WORK TO COMPLETE »
Copy out each line featuring the string "Pleasure" from the entries beneath.

INFORMATION GIVEN »
== Segment start ==

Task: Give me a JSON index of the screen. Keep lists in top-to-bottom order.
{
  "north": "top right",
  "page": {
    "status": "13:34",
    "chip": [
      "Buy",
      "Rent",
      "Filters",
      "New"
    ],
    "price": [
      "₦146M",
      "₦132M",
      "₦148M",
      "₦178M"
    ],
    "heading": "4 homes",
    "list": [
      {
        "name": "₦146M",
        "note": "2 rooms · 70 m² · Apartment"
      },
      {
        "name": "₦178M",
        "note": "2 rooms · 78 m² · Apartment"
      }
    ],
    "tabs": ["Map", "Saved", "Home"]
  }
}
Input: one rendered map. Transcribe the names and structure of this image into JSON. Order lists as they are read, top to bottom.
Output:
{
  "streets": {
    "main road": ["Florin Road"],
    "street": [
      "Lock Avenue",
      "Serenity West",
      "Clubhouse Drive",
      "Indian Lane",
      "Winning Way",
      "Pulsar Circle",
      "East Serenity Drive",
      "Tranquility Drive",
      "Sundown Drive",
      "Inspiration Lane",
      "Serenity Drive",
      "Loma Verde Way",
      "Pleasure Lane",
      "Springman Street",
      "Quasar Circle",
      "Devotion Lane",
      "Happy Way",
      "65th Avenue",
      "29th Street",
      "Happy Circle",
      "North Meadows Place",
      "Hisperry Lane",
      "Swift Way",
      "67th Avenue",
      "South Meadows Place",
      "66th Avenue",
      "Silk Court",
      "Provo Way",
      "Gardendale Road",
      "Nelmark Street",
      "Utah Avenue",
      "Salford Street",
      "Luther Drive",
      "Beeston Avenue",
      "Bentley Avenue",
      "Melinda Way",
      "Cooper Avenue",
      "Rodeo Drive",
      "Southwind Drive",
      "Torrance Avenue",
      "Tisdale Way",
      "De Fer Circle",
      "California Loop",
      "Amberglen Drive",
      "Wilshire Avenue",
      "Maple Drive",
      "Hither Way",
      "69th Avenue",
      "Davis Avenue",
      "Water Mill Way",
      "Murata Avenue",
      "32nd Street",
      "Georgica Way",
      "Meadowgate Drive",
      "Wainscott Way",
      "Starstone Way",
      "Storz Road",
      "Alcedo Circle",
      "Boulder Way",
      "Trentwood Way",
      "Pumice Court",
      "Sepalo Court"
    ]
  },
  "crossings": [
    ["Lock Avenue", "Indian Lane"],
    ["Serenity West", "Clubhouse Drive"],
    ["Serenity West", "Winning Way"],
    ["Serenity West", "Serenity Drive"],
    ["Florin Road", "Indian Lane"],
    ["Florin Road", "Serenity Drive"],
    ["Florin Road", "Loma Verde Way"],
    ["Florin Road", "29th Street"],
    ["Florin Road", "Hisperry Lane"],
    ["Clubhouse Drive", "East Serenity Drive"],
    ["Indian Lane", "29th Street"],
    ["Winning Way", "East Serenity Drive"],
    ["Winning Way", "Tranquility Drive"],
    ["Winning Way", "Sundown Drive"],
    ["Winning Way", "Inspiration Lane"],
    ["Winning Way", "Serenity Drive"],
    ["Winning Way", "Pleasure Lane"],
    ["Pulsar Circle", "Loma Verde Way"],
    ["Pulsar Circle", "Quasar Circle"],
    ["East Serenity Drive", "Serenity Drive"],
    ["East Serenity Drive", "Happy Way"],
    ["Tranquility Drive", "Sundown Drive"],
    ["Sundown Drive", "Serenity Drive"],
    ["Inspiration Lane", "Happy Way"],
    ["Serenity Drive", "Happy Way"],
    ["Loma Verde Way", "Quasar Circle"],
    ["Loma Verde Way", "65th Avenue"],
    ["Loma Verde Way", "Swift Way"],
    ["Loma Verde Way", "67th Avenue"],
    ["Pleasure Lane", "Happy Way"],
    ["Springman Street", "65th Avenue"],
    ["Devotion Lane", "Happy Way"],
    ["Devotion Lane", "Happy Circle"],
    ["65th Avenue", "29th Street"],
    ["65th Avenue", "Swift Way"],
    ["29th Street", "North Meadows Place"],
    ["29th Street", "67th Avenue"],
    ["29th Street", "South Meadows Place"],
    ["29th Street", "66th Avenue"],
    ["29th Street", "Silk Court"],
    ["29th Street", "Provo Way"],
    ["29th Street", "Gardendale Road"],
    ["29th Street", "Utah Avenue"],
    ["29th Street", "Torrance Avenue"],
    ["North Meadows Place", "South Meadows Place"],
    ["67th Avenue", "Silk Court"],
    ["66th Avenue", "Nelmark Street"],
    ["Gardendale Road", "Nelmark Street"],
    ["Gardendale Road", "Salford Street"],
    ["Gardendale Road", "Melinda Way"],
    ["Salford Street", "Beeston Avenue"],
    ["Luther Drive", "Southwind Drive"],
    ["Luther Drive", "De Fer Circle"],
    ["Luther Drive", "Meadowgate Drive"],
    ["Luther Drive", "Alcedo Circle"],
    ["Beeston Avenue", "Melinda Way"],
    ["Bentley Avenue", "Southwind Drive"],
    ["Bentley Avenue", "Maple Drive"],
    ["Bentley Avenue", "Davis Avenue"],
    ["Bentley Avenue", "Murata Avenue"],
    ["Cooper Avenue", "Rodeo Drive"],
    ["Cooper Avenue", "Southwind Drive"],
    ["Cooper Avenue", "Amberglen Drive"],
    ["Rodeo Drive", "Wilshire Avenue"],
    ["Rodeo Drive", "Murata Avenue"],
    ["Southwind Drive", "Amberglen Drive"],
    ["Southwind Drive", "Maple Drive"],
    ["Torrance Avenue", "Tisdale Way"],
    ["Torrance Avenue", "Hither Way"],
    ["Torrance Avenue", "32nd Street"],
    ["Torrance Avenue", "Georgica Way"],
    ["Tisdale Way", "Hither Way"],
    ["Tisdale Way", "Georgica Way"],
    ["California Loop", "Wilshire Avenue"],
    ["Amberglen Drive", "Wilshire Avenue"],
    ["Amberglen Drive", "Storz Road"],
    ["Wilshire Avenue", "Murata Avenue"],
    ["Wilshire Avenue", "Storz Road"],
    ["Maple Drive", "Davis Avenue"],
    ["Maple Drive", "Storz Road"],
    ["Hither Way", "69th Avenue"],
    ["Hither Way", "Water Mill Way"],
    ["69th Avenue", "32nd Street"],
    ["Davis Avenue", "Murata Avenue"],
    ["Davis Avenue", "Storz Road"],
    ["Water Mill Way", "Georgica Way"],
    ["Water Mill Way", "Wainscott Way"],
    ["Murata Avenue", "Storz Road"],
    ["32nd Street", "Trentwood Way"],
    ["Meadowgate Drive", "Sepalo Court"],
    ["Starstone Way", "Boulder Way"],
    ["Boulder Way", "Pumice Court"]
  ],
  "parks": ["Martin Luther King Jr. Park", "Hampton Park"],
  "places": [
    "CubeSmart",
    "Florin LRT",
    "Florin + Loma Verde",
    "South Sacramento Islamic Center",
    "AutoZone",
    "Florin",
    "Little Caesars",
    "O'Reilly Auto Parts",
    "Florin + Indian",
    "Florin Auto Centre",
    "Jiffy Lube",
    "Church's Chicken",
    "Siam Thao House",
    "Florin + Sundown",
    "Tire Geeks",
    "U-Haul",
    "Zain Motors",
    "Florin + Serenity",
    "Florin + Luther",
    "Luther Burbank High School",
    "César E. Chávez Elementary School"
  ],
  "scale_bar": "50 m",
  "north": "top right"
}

== Segment end ==

RESPONSE »
      "Pleasure Lane",
    ["Winning Way", "Pleasure Lane"],
    ["Pleasure Lane", "Happy Way"],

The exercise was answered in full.